Как хорошо все начинается, думал я. Утром попили чай вместе с Андреем, поговорили. Все нормально. Новенького парня привели. Теперь договоримся насчет Володьки. Его оставят, это уж точно. Дядю Яшу все уважают. А я его уговорю. Сегодня у меня такой день, что все должно получиться. Успею и то, и это. Потом купим с Володькой все, что надо к дню рождения. Потом… Эх, скорей бы кончалась линейка.
Но мы не смогли пойти на завод ни сразу после торжественной линейки, ни после завтрака — начался шум, гам, беготня по коридору из класса в класс. Не было в нашей суете ни определенного смысла, ни цели, просто не сиделось на месте в выпускной день, и нам с Володькой не хотелось уходить от всего этого. А мне особенно, — я почти каждому успел сообщить, что у меня сегодня день рождения, многим говорил по нескольку раз, и все поздравляли меня снова и снова, хлопали по плечу и, как заправские гуляки, выкрикивали, потирая руки: «Так надо бы по этому случаю, того…» Или: «Что же ты раньше не сказал, мы бы кое-что сообразили…» С моих губ не сходила улыбка, и я никому не напоминал, что говорил о своем празднике еще несколько дней назад.

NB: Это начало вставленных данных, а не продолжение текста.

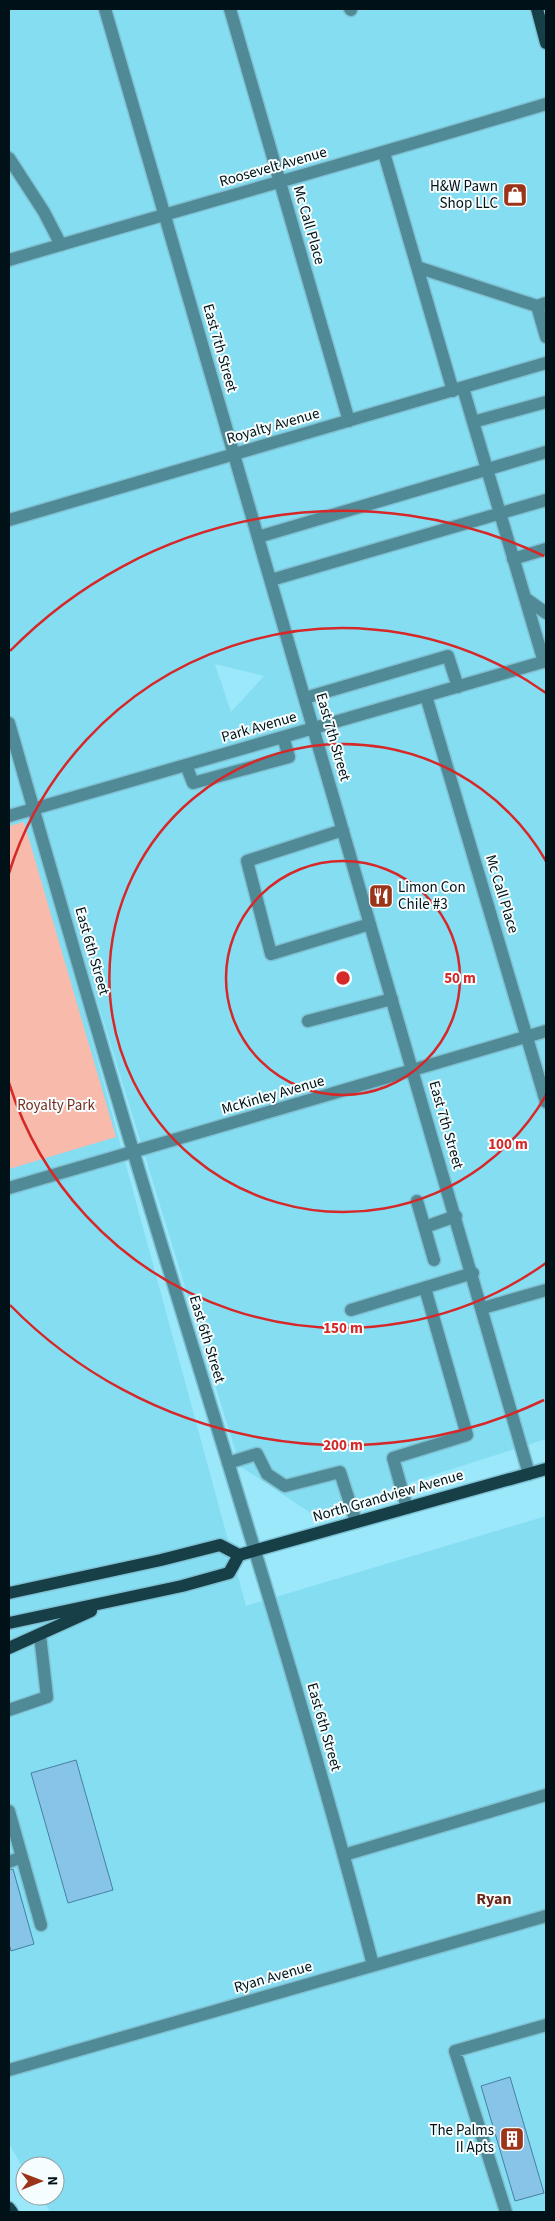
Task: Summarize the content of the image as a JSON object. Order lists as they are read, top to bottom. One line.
{"streets":{"main road":["North Grandview Avenue"],"street":["Roosevelt Avenue","Mc Call Place","East 7th Street","Royalty Avenue","Park Avenue","East 6th Street","McKinley Avenue","Ryan Avenue"]},"crossings":[["Roosevelt Avenue","Mc Call Place"],["Roosevelt Avenue","East 7th Street"],["Mc Call Place","Royalty Avenue"],["Mc Call Place","Park Avenue"],["Mc Call Place","McKinley Avenue"],["East 7th Street","Royalty Avenue"],["East 7th Street","Park Avenue"],["East 7th Street","McKinley Avenue"],["East 7th Street","North Grandview Avenue"],["Park Avenue","East 6th Street"],["East 6th Street","McKinley Avenue"],["East 6th Street","North Grandview Avenue"],["East 6th Street","Ryan Avenue"]],"districts":["Ryan"],"parks":["Royalty Park"],"places":{"shop":["H&W Pawn Shop LLC"],"restaurant":["Limon Con Chile #3"],"building":["The Palms II Apts"]},"north":"right","rings":["50 m","100 m","150 m","200 m"]}
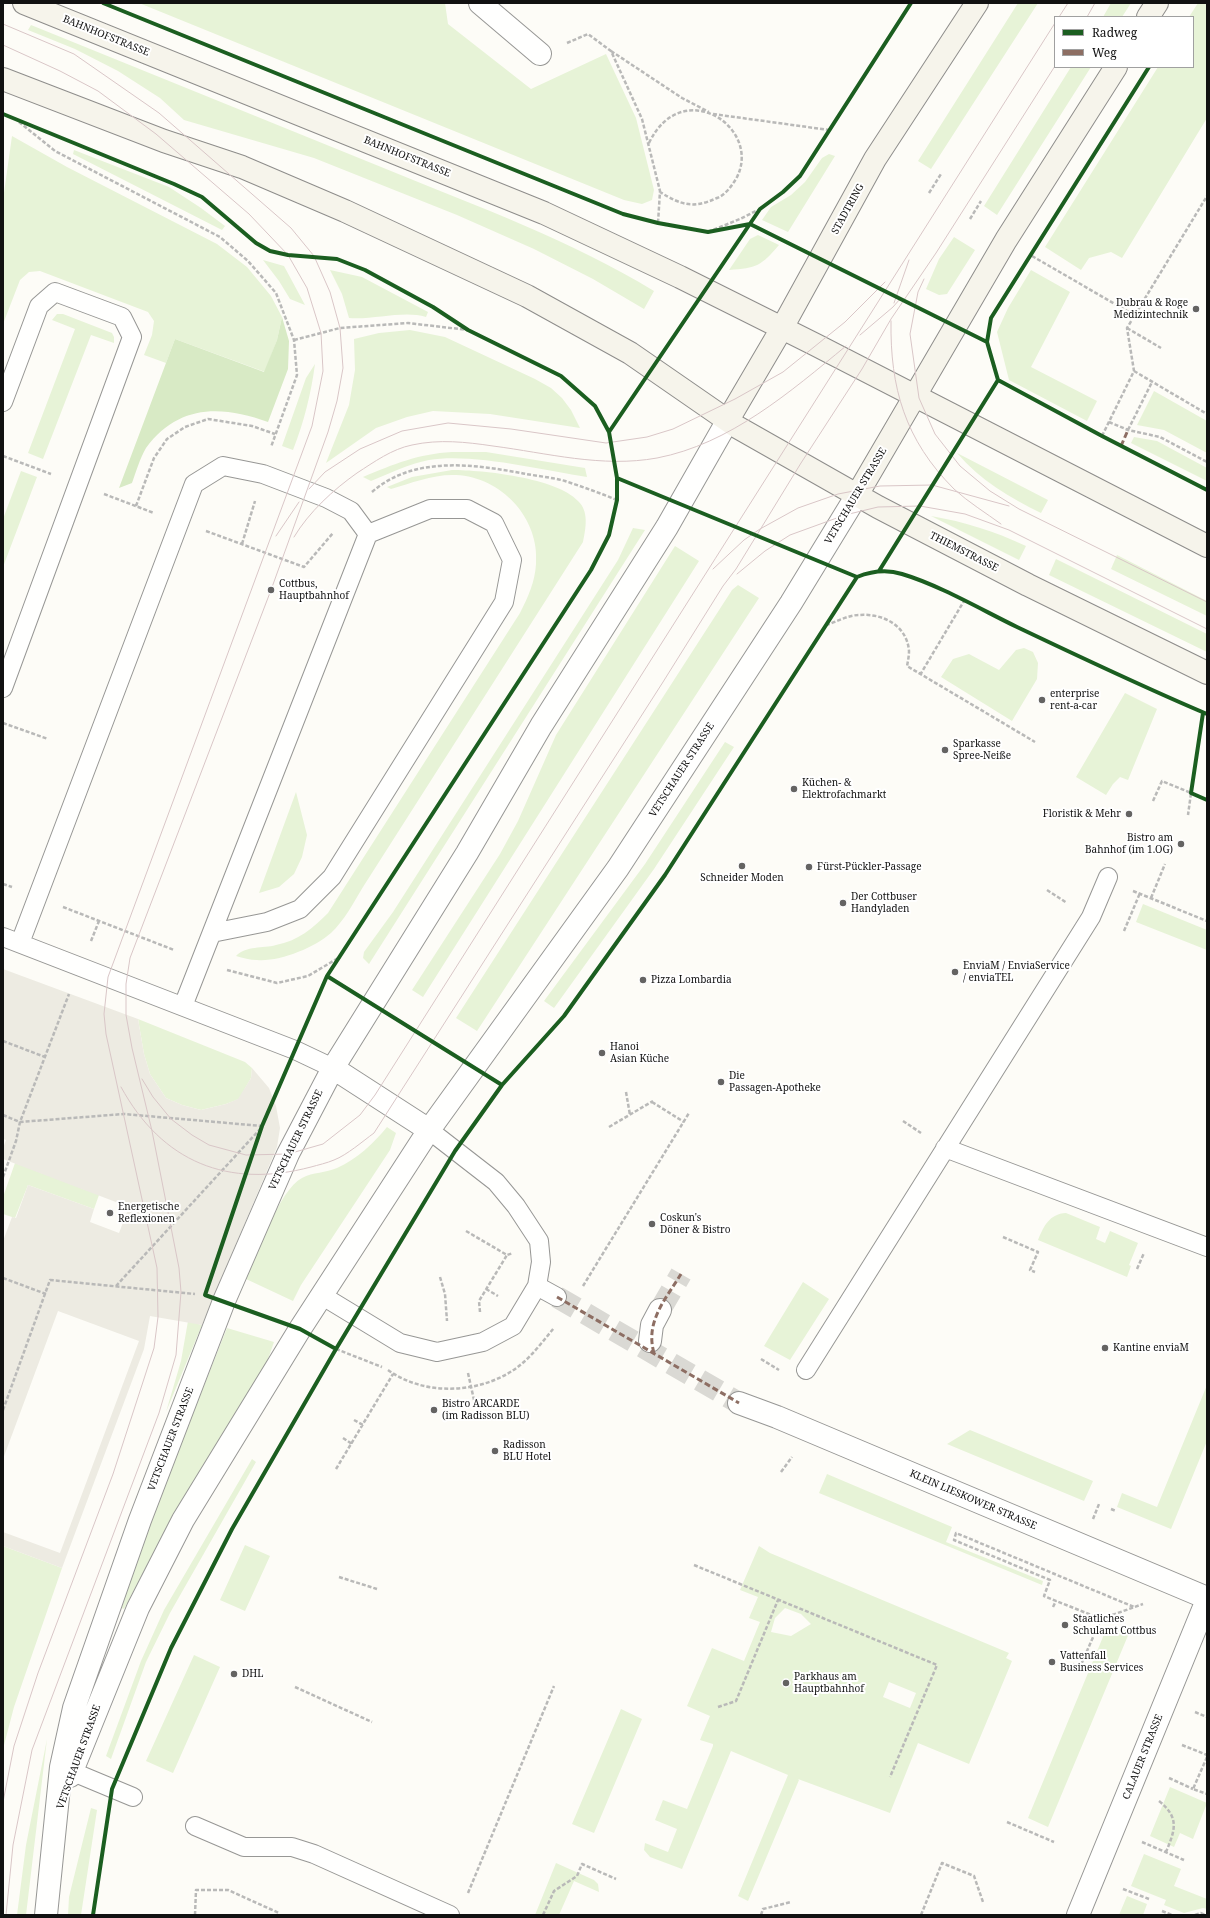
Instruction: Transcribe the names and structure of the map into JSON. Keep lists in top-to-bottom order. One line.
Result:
{"streets":{"main road":["BAHNHOFSTRASSE","STADTRING","VETSCHAUER STRASSE","THIEMSTRASSE"],"street":["KLEIN LIESKOWER STRASSE","CALAUER STRASSE"]},"crossings":[["BAHNHOFSTRASSE","STADTRING"],["STADTRING","VETSCHAUER STRASSE"],["STADTRING","THIEMSTRASSE"],["VETSCHAUER STRASSE","THIEMSTRASSE"],["KLEIN LIESKOWER STRASSE","CALAUER STRASSE"]],"places":["Dubrau & Roge Medizintechnik","Cottbus, Hauptbahnhof","enterprise rent-a-car","Sparkasse Spree-Neiße","Küchen- & Elektrofachmarkt","Floristik & Mehr","Bistro am Bahnhof (im 1.OG)","Schneider Moden","Fürst-Pückler-Passage","Der Cottbuser Handyladen","EnviaM / EnviaService / enviaTEL","Pizza Lombardia","Hanoi Asian Küche","Die Passagen-Apotheke","Energetische Reflexionen","Coskun's Döner & Bistro","Kantine enviaM","Bistro ARCARDE (im Radisson BLU)","Radisson BLU Hotel","Staatliches Schulamt Cottbus","Vattenfall Business Services","DHL","Parkhaus am Hauptbahnhof"],"legend":["Radweg","Weg"]}
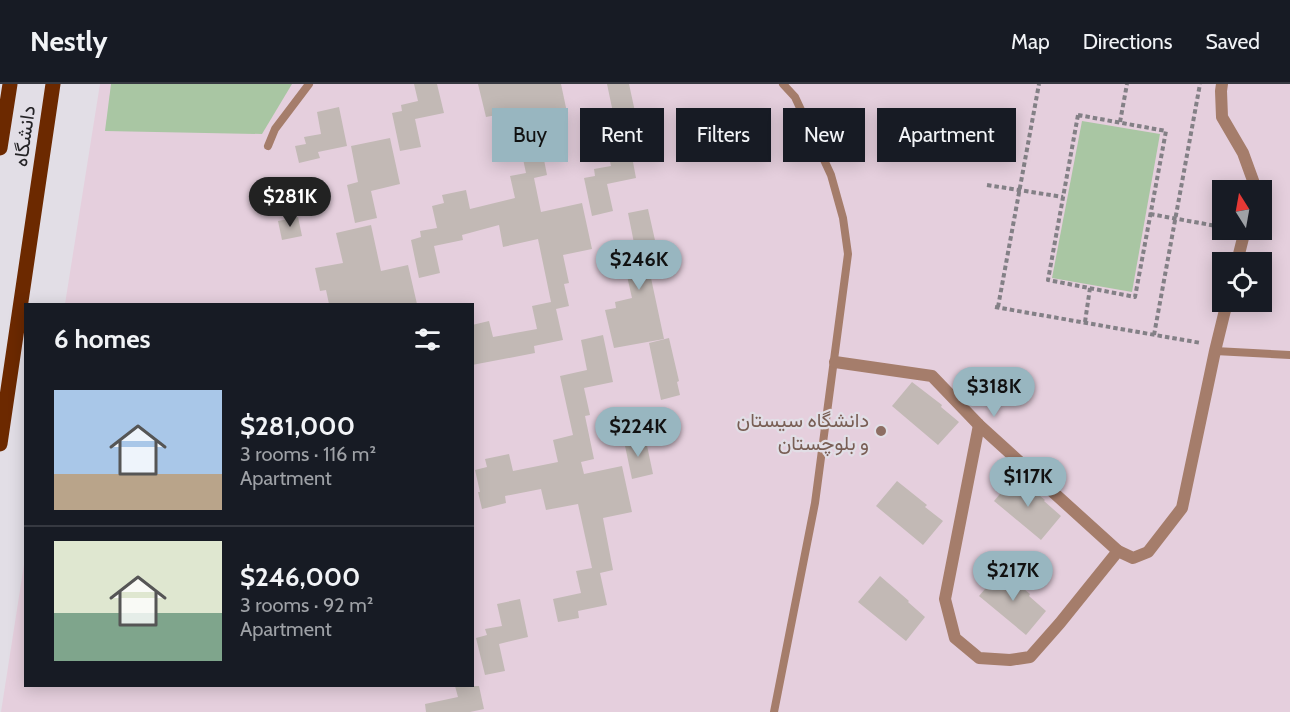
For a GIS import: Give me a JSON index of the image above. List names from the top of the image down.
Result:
{
  "streets": {
    "main road": ["دانشگاه"]
  },
  "places": ["دانشگاه سیستان و بلوچستان"],
  "north": "top",
  "page": {
    "header": "Nestly",
    "nav": ["Map", "Directions", "Saved"],
    "chip": [
      "Buy",
      "Rent",
      "Filters",
      "New",
      "Apartment"
    ],
    "price": [
      "$281K",
      "$246K",
      "$318K",
      "$224K",
      "$117K",
      "$217K"
    ],
    "heading": "6 homes",
    "list": [
      {
        "name": "$281,000",
        "note": "3 rooms · 116 m² · Apartment"
      },
      {
        "name": "$246,000",
        "note": "3 rooms · 92 m² · Apartment"
      }
    ]
  }
}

В коридоре я встретился с мастером. И только хотел сказать ему, что у меня сегодня праздник, как он сам слегка толкнул меня в бок:
— Поздравляю. Теперь ты мужчина. Эх, где мои семнадцать лет?! — Мастер улыбнулся, потер шею. — Идем-ка со мной, — сказал он. — Я тебе кое-что дам на память.
Мы пошли в мастерскую. Мастер подошел к своему столу, порылся в ящиках и достал металлический кубик:
— Вот это помнишь?
— Еще бы, — удивился и обрадовался я. Передо мной лежала самая первая моя деталь. Месяца два я шаркал ее напильником, добивался ровной плоскости, чтобы «по линейке и под угольник». Маленький кусочек металла натрудил на моих ладонях первые мозоли, подарил моим пальцам и рукам первые навыки, первую хватку. А сколько пришлось попотеть, позлиться, сколько раз мастер досадливо говорил мне: «Горбатая, горбатая — это же Эльбрус, а не плоскость. Давай-ка еще потрудись, чтобы зазорчик под линейкой был только для комариного носа». И вот он, кубик, передо мной — уже холодный, без блеска, чуть-чуть покрывшийся ржавым налетом. Я взял его, подержал на весу.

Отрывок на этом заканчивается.